Projet d’arrêté pris pour l’application de l’article R. 427-6 du code de l’environnement et fixant la liste, les périodes et les modalités de destruction des espèces susceptibles d’occasionner des dégâts

Consultation du 09/07/2026 au 30/07/2026 - 62000 contributions

Note de présentation :

Le projet d’arrêté soumis à la consultation du public est pris pour l’application de l’article R. 427-6 du code de l’environnement et fixant la liste, les périodes et les modalités de destruction des espèces susceptibles d’occasionner des dégâts.

Introduction :

En application du 2° du I de l’article R. 427-6 du code de l’environnement, il revient au ministre chargé de la chasse de fixer par un arrêté la liste, les périodes et les modalités de destruction des espèces susceptibles d’occasionner des dégâts (ESOD) dites « du groupe 2 ».

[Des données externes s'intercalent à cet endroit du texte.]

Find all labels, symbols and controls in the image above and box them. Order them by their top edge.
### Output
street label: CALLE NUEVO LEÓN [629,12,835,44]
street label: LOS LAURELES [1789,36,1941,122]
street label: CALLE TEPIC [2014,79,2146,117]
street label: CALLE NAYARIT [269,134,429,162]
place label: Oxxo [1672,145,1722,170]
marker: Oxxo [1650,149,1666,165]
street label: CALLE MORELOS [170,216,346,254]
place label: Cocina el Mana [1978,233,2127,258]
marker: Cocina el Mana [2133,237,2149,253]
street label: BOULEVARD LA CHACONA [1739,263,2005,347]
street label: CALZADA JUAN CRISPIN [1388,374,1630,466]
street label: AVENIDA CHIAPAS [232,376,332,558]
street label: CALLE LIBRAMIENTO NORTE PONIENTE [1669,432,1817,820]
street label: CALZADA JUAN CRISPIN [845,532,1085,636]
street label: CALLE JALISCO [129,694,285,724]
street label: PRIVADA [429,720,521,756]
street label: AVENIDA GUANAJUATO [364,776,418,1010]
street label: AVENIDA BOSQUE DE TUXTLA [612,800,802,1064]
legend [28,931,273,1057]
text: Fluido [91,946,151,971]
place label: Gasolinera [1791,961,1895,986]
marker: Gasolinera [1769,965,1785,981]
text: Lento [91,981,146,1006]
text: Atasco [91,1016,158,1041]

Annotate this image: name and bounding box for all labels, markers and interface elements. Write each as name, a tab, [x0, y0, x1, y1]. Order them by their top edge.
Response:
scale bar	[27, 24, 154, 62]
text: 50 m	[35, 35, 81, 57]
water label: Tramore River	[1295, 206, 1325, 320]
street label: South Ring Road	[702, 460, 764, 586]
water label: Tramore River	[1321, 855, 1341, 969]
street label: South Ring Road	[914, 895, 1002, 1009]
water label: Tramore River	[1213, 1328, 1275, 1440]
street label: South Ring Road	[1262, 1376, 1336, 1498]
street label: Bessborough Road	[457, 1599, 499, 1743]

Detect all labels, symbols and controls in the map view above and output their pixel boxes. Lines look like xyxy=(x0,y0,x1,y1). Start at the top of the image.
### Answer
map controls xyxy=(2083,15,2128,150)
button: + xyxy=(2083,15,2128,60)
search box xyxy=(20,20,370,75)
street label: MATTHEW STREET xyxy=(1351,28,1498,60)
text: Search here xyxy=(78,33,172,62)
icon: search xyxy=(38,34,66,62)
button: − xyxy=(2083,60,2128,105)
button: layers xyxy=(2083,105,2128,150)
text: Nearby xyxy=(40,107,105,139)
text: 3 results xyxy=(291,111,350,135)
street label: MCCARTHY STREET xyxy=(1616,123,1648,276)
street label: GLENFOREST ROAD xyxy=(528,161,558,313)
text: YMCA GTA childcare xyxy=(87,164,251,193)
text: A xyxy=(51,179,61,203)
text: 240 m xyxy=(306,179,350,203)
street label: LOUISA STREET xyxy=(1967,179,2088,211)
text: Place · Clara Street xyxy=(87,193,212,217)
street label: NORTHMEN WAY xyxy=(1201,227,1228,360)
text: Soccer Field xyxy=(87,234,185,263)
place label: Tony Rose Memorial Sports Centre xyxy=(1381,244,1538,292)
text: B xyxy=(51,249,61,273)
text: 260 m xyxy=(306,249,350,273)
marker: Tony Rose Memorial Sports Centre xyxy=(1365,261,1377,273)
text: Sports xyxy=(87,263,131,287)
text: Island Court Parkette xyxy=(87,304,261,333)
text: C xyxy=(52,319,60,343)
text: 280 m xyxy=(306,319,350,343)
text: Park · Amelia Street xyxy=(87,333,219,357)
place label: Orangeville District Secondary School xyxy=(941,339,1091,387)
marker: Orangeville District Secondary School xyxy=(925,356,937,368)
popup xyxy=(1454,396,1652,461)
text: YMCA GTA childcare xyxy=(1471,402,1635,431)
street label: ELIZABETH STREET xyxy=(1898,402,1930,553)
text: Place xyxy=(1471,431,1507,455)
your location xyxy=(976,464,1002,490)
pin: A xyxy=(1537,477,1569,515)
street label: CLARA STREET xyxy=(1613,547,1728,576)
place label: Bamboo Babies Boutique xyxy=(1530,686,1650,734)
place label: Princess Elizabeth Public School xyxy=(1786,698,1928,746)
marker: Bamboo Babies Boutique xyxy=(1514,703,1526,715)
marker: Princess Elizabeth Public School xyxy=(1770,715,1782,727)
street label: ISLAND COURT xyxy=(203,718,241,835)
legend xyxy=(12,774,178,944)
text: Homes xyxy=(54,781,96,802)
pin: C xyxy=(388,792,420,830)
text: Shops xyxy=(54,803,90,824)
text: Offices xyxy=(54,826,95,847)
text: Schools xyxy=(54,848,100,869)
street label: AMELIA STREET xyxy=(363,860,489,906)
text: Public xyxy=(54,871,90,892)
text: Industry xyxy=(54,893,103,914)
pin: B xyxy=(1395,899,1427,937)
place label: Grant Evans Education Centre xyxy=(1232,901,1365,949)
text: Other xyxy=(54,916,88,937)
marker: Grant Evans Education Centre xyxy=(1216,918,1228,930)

Il existe trois groupes d’ESOD définis par l’article R. 427-6 du code de l’environnement. Le premier et le troisième groupe concernent respectivement les espèces non indigènes classées sur l’ensemble du territoire métropolitain par un arrêté ministériel pérenne (Le chien viverrin, le vison d’Amérique, le raton laveur, le ragondin, le rat musqué et la bernache du Canada) et une liste complémentaire définie par un arrêté préfectoral annuel (le sanglier, le lapin de garenne et le pigeon ramier).

Selon ce même article, une espèce peut être classée ESOD pour au moins l’un des quatre motifs suivants :

1° Dans l’intérêt de la santé et de la sécurité publiques ;
2° Pour assurer la protection de la flore et de la faune ;
3° Pour prévenir des dommages importants aux activités agricoles, forestières et aquacoles ;
4° Pour prévenir les dommages importants à d’autres formes de propriété. Le 4° ne s’applique pas aux espèces d’oiseaux.

La liste des ESOD du groupe 2 est fixée pour 3 ans par arrêté ministériel (courant du 1er juillet de la première année au 30 juin de la troisième année). Cet arrêté ministériel est pris sur proposition des préfets de département après avis de la Commission départementale de la chasse et de la faune sauvage (CDCFS) réunie en formation spécialisée sur les ESOD.

Une note technique datée du 8 septembre 2025 a été diffusée aux directions départementales des territoires et de la mer) en vue de l’élaboration des dossiers de demandes préfectorales de classement ministériel d’espèces susceptibles d’occasionner des dégâts (ESOD) du deuxième groupe.

Contexte :

Le précédent arrêté triennal du 3 août 2023 établissant la liste des ESOD du groupe 2 est arrivé à son terme le 1er juillet et doit, à ce titre, être renouvelé à compter de l’entrée en vigueur du présent projet d’arrêté. Il s’agit de la cinquième période de renouvellement des ESOD du 2e groupe : 2012-2015, 2015-2019, 2019-2023, 2023-2026, 2026-2029.

Il n’existe pas de liste prédéterminée d’espèces pouvant être classées ESOD dans le groupe 2, cependant seules des espèces chassables peuvent l’être.

La situation du putois et de la martre des pins a toutefois évolué ces dernières années suite à plusieurs décisions du Conseil d’État.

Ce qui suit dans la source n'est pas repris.